Skip all pictures. Write out the data below from its first line through the line that contains "1px #5a5041) drop-shadow(0".

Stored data
+++

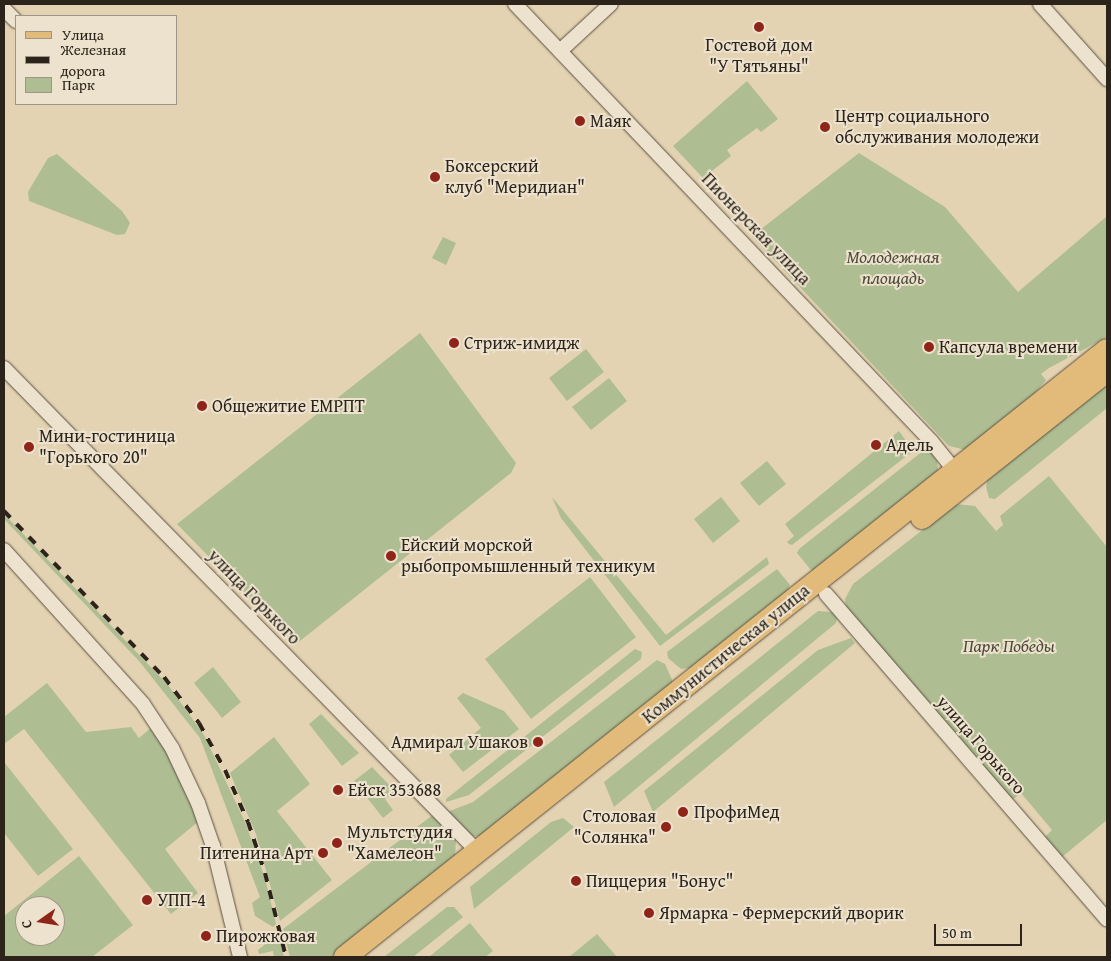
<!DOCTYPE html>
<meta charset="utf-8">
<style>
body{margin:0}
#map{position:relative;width:1111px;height:961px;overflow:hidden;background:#e4d3b2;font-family:"Gentium Book Plus",serif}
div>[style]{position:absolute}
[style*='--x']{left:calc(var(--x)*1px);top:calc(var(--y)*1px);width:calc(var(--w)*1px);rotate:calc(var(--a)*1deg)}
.green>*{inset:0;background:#aebe92}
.roads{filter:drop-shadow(0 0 1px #5a5041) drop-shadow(0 0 1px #5a5041)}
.street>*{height:14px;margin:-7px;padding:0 7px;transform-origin:7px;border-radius:7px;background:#ede2cd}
.primary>*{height:22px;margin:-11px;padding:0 11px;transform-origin:11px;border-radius:11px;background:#e2ba79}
.rail>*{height:4px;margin-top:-2px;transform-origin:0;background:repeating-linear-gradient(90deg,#2c241b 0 9px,transparent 0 18px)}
.dots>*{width:14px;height:14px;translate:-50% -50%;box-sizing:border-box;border:2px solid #ede2cd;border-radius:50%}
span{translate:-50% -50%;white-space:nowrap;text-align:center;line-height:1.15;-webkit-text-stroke:4px #ede2cd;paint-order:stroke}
.poi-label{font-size:18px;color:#2c241b}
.left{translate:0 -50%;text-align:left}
.right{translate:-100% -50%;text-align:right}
.street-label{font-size:18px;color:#2c241b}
.park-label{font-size:18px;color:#4c4a39;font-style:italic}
.frame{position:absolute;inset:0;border:5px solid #2c241b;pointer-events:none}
.legend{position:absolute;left:15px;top:15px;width:162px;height:90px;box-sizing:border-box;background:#ede2cd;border:1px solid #a09686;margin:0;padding:6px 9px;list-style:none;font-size:15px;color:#2c241b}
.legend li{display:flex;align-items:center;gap:10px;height:25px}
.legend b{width:25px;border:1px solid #a09686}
.north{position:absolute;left:15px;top:896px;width:50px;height:50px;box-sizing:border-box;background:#ede2cd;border:1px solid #a09686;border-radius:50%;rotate:257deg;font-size:14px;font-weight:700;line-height:20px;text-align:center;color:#2c241b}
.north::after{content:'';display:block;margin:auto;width:18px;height:22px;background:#8f2418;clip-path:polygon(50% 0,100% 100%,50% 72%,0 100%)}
.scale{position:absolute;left:934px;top:924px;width:88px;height:22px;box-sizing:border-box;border:2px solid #2c241b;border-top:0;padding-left:6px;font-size:15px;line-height:18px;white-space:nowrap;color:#2c241b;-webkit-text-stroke:4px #ede2cd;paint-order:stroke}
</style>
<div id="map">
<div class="green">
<div style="clip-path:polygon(747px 81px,778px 119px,761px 132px,757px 128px,727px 150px,731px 156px,703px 178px,673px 146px)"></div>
<div style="clip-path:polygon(859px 153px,945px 207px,1018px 292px,1107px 216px,1107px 337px,1049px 368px,1041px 374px,1046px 380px,1029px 400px,966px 450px,949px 446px,752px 236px)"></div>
<div style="clip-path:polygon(57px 154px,122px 211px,130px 223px,125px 234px,117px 235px,29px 201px,28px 192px,48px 158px)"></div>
<div style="clip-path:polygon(443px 237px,456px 243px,446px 265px,432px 258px)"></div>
<div style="clip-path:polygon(420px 333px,516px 463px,511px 473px,295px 645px,177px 524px)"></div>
<div style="clip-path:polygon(586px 349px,604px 372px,567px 401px,549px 378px)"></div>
<div style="clip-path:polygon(609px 378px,627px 401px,591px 430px,572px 407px)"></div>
<div style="clip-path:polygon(1107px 383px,1107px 408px,995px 499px,989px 498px,986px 487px,988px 476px)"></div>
<div style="clip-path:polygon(899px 431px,913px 451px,792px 545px,789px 544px,787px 542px,794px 536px,785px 524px)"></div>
<div style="clip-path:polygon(928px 447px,937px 459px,938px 471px,817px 572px,810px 569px,797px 553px,799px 549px)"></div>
<div style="clip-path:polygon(767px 461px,786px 484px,759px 506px,740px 483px)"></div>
<div style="clip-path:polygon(1049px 476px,1107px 547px,1107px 820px,1062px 857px,1045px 837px,1052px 830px,1021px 793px,1012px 800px,846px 607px,845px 599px,853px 584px,956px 504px,975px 506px,996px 531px,1003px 525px,1000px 516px)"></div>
<div style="clip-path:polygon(552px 497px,666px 635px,767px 557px,769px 564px,660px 646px,561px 518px)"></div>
<div style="clip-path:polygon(721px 497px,740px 521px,713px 543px,694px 519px)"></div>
<div style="clip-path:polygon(4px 514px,168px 685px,204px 735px,245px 822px,265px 878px,276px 924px,273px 927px,255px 916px,252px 903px,260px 897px,200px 738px,139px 661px,4px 519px)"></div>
<div style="clip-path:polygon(777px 569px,790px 585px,788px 590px,690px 668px,681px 669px,668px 658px,667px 652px)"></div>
<div style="clip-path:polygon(590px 577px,636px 637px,531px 719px,485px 659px)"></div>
<div style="clip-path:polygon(818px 611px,832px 612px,837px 618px,836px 623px,614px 807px,604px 782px)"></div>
<div style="clip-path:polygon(851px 638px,855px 643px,653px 812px,644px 791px,818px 650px)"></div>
<div style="clip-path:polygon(635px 649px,642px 652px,641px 659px,469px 795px,446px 802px,446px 799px)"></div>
<div style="clip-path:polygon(657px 660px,665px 664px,673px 682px,480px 836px,471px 836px,447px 812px,473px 802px)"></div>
<div style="clip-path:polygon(213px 667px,241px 702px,222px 718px,194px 683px)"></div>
<div style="clip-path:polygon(47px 683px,86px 732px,131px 727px,139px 738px,153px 726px,161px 736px,199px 821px,165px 849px,198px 893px,171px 914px,24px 729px,4px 744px,4px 717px)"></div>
<div style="clip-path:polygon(463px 693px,504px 711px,519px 729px,463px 772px,449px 755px,481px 728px,457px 698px)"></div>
<div style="clip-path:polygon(321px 714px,359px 753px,342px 766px,309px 724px)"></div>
<div style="clip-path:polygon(274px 737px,310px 784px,277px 811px,332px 880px,280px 921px,256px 834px,230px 773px)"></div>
<div style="clip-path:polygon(4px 762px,73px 849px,38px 876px,4px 833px)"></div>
<div style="clip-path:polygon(372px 767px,396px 792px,385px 799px,393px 810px,383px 818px,354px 781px)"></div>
<div style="clip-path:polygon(434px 814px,456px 839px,455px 856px,331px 957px,290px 957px,283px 929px)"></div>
<div style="clip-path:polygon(563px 818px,574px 827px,474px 909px,470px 887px,551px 822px)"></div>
<div style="clip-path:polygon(evenodd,79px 856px,133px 925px,92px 957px,4px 957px,4px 916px,79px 856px,25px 906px,55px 906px,55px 936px,25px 936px,25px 906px)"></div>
<div style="clip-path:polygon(447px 907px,454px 907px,463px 917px,413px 957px,384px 957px)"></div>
<div style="clip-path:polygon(470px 923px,493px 951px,485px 957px,429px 957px)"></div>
<div style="clip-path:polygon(278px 934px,284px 957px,274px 957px,273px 951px,259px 954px,258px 950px)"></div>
<div style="clip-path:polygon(597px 934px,617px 957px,569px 957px)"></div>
</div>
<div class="roads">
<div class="street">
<div style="--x:515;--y:4;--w:603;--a:46.41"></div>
<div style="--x:931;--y:441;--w:46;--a:51.1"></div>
<div style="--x:1040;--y:4;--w:101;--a:48.2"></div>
<div style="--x:4;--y:9;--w:17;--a:45"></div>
<div style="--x:560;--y:51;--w:69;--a:-42.7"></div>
<div style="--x:4;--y:368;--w:677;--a:45.6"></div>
<div style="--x:4;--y:550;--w:207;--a:47.9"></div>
<div style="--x:143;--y:704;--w:53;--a:56.6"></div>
<div style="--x:172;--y:748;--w:61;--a:64.7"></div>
<div style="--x:198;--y:803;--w:46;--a:70.8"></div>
<div style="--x:213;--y:846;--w:114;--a:76.3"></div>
<div style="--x:826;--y:594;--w:430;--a:49.2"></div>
</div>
<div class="primary">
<div style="--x:922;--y:518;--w:236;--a:-38.5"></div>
<div style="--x:345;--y:957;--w:974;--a:-38.54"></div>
</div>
</div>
<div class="rail">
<div style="--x:4;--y:511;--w:231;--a:46.1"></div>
<div style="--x:164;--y:677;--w:58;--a:52.7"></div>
<div style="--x:199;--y:723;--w:54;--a:61"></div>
<div style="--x:225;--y:770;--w:57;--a:66.1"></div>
<div style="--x:248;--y:822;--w:54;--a:71.6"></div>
<div style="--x:265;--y:873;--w:87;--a:76"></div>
</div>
<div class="dots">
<div style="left:759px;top:27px;background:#8f2418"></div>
<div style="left:580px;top:121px;background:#8f2418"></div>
<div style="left:825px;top:127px;background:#8f2418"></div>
<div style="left:435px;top:177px;background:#8f2418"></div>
<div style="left:454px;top:343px;background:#8f2418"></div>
<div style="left:929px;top:347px;background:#8f2418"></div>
<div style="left:202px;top:406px;background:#8f2418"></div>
<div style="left:876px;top:445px;background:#8f2418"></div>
<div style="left:29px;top:447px;background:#8f2418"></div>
<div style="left:391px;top:556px;background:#8f2418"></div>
<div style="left:538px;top:742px;background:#8f2418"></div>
<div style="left:338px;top:790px;background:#8f2418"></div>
<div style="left:683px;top:812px;background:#8f2418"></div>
<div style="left:666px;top:827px;background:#8f2418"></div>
<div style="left:337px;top:843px;background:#8f2418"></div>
<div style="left:323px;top:853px;background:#8f2418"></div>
<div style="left:576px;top:881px;background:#8f2418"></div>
<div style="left:147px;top:900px;background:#8f2418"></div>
<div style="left:649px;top:913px;background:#8f2418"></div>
<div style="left:206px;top:936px;background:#8f2418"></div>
</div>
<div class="poi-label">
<span style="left:759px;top:56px">Гостевой дом<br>"У Тятьяны"</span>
<span class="left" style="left:835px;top:127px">Центр социального<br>обслуживания молодежи</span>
<span class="left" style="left:590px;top:121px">Маяк</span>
<span class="left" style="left:445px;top:177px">Боксерский<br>клуб "Меридиан"</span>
<span class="left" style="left:464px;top:343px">Стриж-имидж</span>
<span class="left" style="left:939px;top:347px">Капсула времени</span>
<span class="left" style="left:212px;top:406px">Общежитие ЕМРПТ</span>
<span class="left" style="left:39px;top:447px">Мини-гостиница<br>"Горького 20"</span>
<span class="left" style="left:886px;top:445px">Адель</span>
<span class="left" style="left:401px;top:556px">Ейский морской<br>рыбопромышленный техникум</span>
<span class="right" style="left:528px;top:742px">Адмирал Ушаков</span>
<span class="left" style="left:348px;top:790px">Ейск 353688</span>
<span class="left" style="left:694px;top:812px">ПрофиМед</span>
<span class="right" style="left:656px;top:827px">Столовая<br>"Солянка"</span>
<span class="left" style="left:347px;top:843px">Мультстудия<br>"Хамелеон"</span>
<span class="right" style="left:313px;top:853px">Питенина Арт</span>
<span class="left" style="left:586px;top:881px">Пиццерия "Бонус"</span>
<span class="left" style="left:157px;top:900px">УПП-4</span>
<span class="left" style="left:659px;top:913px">Ярмарка - Фермерский дворик</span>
<span class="left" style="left:216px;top:936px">Пирожковая</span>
</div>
<div class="street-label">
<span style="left:756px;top:229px;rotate:46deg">Пионерская улица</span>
<span style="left:254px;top:597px;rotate:46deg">улица Горького</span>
<span style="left:726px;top:654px;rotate:-39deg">Коммунистическая улица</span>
<span style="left:981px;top:745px;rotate:49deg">улица Горького</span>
</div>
<div class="park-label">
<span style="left:893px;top:268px">Молодежная<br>площадь</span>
<span style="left:1009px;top:646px">Парк Победы</span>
</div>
<div class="frame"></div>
<ul class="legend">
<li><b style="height:6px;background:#e2ba79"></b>Улица</li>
<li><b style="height:6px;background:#2c241b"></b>Железная дорога</li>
<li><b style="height:14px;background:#aebe92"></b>Парк</li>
</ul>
<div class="north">С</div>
<div class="scale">50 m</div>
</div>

+++

**OUTPUT OF THE EXERCISE**.
<!DOCTYPE html>
<meta charset="utf-8">
<style>
body{margin:0}
#map{position:relative;width:1111px;height:961px;overflow:hidden;background:#e4d3b2;font-family:"Gentium Book Plus",serif}
div>[style]{position:absolute}
[style*='--x']{left:calc(var(--x)*1px);top:calc(var(--y)*1px);width:calc(var(--w)*1px);rotate:calc(var(--a)*1deg)}
.green>*{inset:0;background:#aebe92}
.roads{filter:drop-shadow(0 0 1px #5a5041) drop-shadow(0 0 1px #5a5041)}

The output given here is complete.